SMS 201-995 and provocation tests in preparation of patients with carcinoids for surgery or hepatic arterial embolization.

作者信息

Ahlman H, Ahlund L, Dahlström A, Martner J, Stenqvist O, Tylén U

机构信息

Department of Surgery, Gothenburg University, Sweden.

出版信息

Anesth Analg. 1988 Dec;67(12):1142-8.

PMID:2461665
Abstract

Patients with midgut carcinoids undergoing surgical resection or ischemic treatment of hepatic metastases by embolization are at risk for development of carcinoid crises due to release of hormonally active tumor products. Eight such patients were treated on nine separate occasions with increasing subcutaneous doses of a synthetic somatostatin analogue (SMS 201-995) 4 days prior to surgery or hepatic arterial embolization. The patients were tested by pentagastrin provocation and simultaneous measurement of serotonin (5-HT) levels in peripheral blood before and after prophylactic treatment, to evaluate the efficacy of SMS 201-995. The provoked release of 5-HT was markedly diminished, and the basal levels of 5-HT were markedly reduced in patients with high initial levels. During surgery or embolization both SMS 201-995, as well as ketanserin, a 5-HT2 receptor blocker, were given. With this combined treatment all patients were hemodynamically stable during surgery or embolization. During embolization the arterial levels of 5-HT increased only moderately, while urinary excretion of 5-hydroxyindoleacetic acid remained unchanged despite a proven adequate embolization. Two patients were operated on without previous treatment with SMS 201-995; both developed severe crises at induction of anesthesia, but IV SMS 201-995 rapidly reversed the bronchoconstriction and facial flush and gradually restored arterial blood pressure, even though cardiac output remained depressed for a prolonged period. The crisis reaction correlated well with high circulating levels of 5-HT, but after treatment with SMS 201-995 these levels were still high.(ABSTRACT TRUNCATED AT 250 WORDS)

摘要

接受手术切除或通过栓塞对肝转移灶进行缺血治疗的中肠类癌患者,因释放具有激素活性的肿瘤产物而有发生类癌危象的风险。
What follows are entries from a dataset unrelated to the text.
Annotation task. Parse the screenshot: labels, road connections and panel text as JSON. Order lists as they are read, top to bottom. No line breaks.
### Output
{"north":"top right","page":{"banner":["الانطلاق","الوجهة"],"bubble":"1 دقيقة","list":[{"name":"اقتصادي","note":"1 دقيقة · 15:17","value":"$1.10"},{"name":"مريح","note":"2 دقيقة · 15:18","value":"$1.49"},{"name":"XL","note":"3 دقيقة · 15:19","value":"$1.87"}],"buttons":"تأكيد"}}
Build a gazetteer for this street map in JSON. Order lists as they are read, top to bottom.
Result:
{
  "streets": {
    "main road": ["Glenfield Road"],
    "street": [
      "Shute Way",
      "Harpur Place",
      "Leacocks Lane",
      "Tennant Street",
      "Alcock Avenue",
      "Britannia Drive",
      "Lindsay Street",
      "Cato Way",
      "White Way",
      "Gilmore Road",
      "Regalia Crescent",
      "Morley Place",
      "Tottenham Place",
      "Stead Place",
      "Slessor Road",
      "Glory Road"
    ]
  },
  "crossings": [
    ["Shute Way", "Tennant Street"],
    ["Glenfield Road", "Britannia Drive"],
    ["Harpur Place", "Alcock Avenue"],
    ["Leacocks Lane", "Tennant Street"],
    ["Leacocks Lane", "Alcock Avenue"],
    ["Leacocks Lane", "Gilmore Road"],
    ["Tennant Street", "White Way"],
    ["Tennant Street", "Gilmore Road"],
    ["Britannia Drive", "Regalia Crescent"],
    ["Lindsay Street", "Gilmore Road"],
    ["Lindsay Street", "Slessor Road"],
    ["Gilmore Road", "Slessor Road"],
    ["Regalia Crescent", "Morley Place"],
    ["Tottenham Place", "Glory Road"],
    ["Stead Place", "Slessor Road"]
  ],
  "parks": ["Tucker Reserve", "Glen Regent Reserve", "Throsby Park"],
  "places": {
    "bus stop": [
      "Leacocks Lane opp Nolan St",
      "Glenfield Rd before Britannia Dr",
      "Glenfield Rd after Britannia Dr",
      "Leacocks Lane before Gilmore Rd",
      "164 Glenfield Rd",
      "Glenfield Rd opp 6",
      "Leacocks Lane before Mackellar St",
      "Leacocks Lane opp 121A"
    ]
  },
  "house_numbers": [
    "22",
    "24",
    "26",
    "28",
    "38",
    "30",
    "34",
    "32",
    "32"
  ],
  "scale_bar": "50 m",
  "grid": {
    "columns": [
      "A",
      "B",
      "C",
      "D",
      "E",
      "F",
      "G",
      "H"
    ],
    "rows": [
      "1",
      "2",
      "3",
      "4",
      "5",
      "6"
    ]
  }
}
8例此类患者在手术或肝动脉栓塞前4天,分9次接受皮下注射递增剂量的合成生长抑素类似物(SMS 201-995)治疗。在预防性治疗前后,通过五肽胃泌素激发试验并同时测量外周血中血清素(5-羟色胺,5-HT)水平对患者进行检测,以评估SMS 201-995的疗效。5-HT的激发释放明显减少,初始水平较高的患者其5-HT基础水平也明显降低。在手术或栓塞过程中,同时给予SMS 201-995以及5-HT2受体阻滞剂酮色林。通过这种联合治疗,所有患者在手术或栓塞过程中血流动力学均保持稳定。在栓塞过程中,5-HT的动脉水平仅适度升高,尽管已证实栓塞充分,但5-羟吲哚乙酸的尿排泄量保持不变。2例患者未接受SMS 201-995预处理即进行手术;两人在麻醉诱导时均发生严重危象,但静脉注射SMS 201-995迅速逆转了支气管痉挛和面部潮红,并逐渐恢复动脉血压,尽管心输出量在较长时间内仍处于较低水平。危象反应与5-HT的高循环水平密切相关,但经SMS 201-995治疗后这些水平仍较高。(摘要截短至250字)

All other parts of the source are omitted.